■ Aim of the exercise:
Would you filter these records and copy every line that has the word "Lion"?

▼

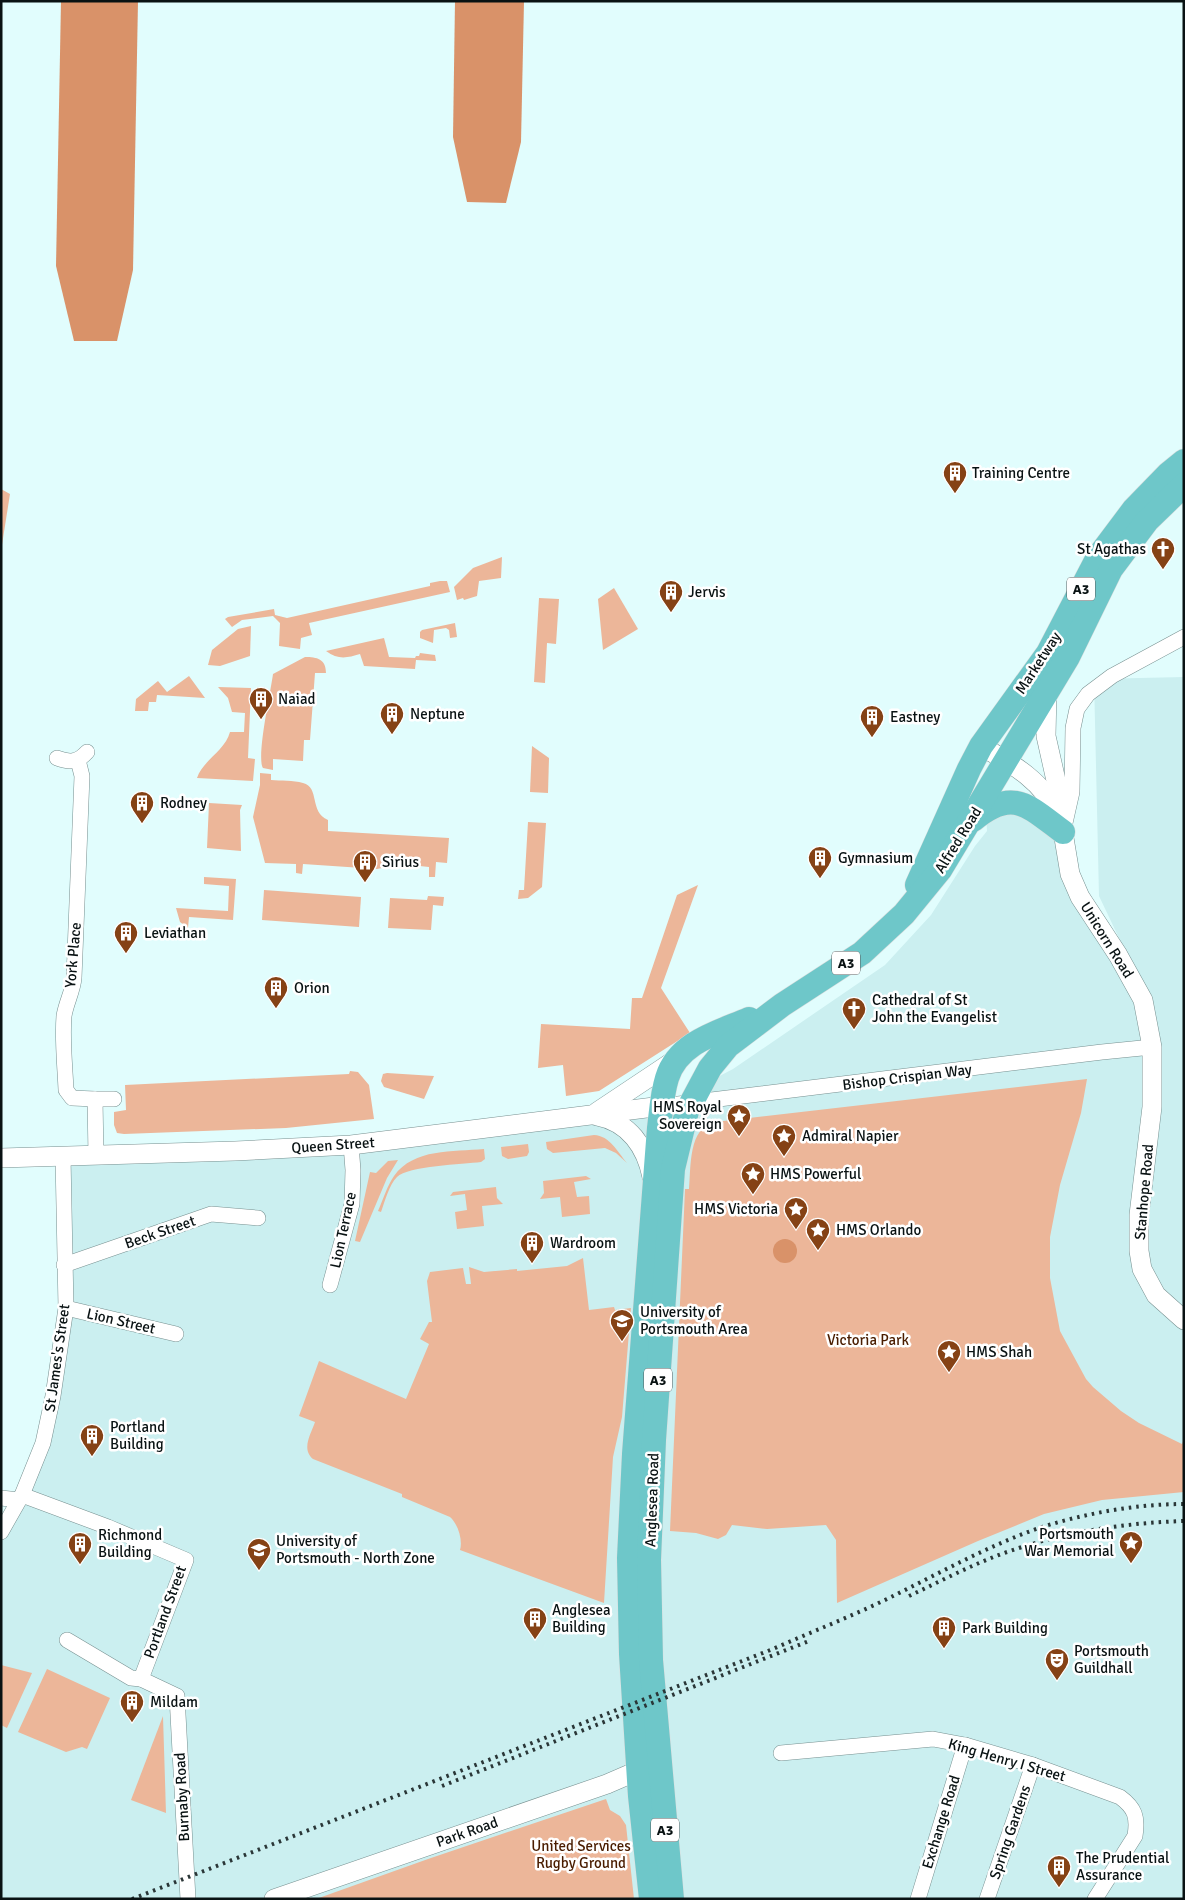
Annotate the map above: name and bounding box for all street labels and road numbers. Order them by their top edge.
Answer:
road number: A3 [1067,578,1095,600]
street label: Marketway [1011,629,1065,697]
street label: Alfred Road [931,804,985,876]
street label: Unicorn Road [1077,899,1137,981]
street label: York Place [61,921,85,989]
road number: A3 [832,951,860,974]
street label: Bishop Crispian Way [841,1060,973,1094]
street label: Queen Street [291,1133,375,1157]
street label: Stanhope Road [1131,1143,1157,1241]
street label: Lion Terrace [326,1190,360,1270]
street label: Beck Street [122,1212,198,1252]
street label: St James's Street [41,1303,73,1413]
street label: Lion Street [85,1304,157,1338]
road number: A3 [644,1368,672,1392]
street label: Anglesea Road [641,1453,663,1547]
street label: Portland Street [140,1563,190,1661]
street label: King Henry I Street [946,1735,1068,1785]
street label: Burnaby Road [171,1752,193,1842]
street label: Exchange Road [918,1773,964,1871]
street label: Spring Gardens [985,1782,1035,1881]
street label: Park Road [434,1813,500,1851]
road number: A3 [651,1818,679,1842]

▲

■ Exercise response:
street label: Lion Terrace [326,1190,360,1270]
street label: Lion Street [85,1304,157,1338]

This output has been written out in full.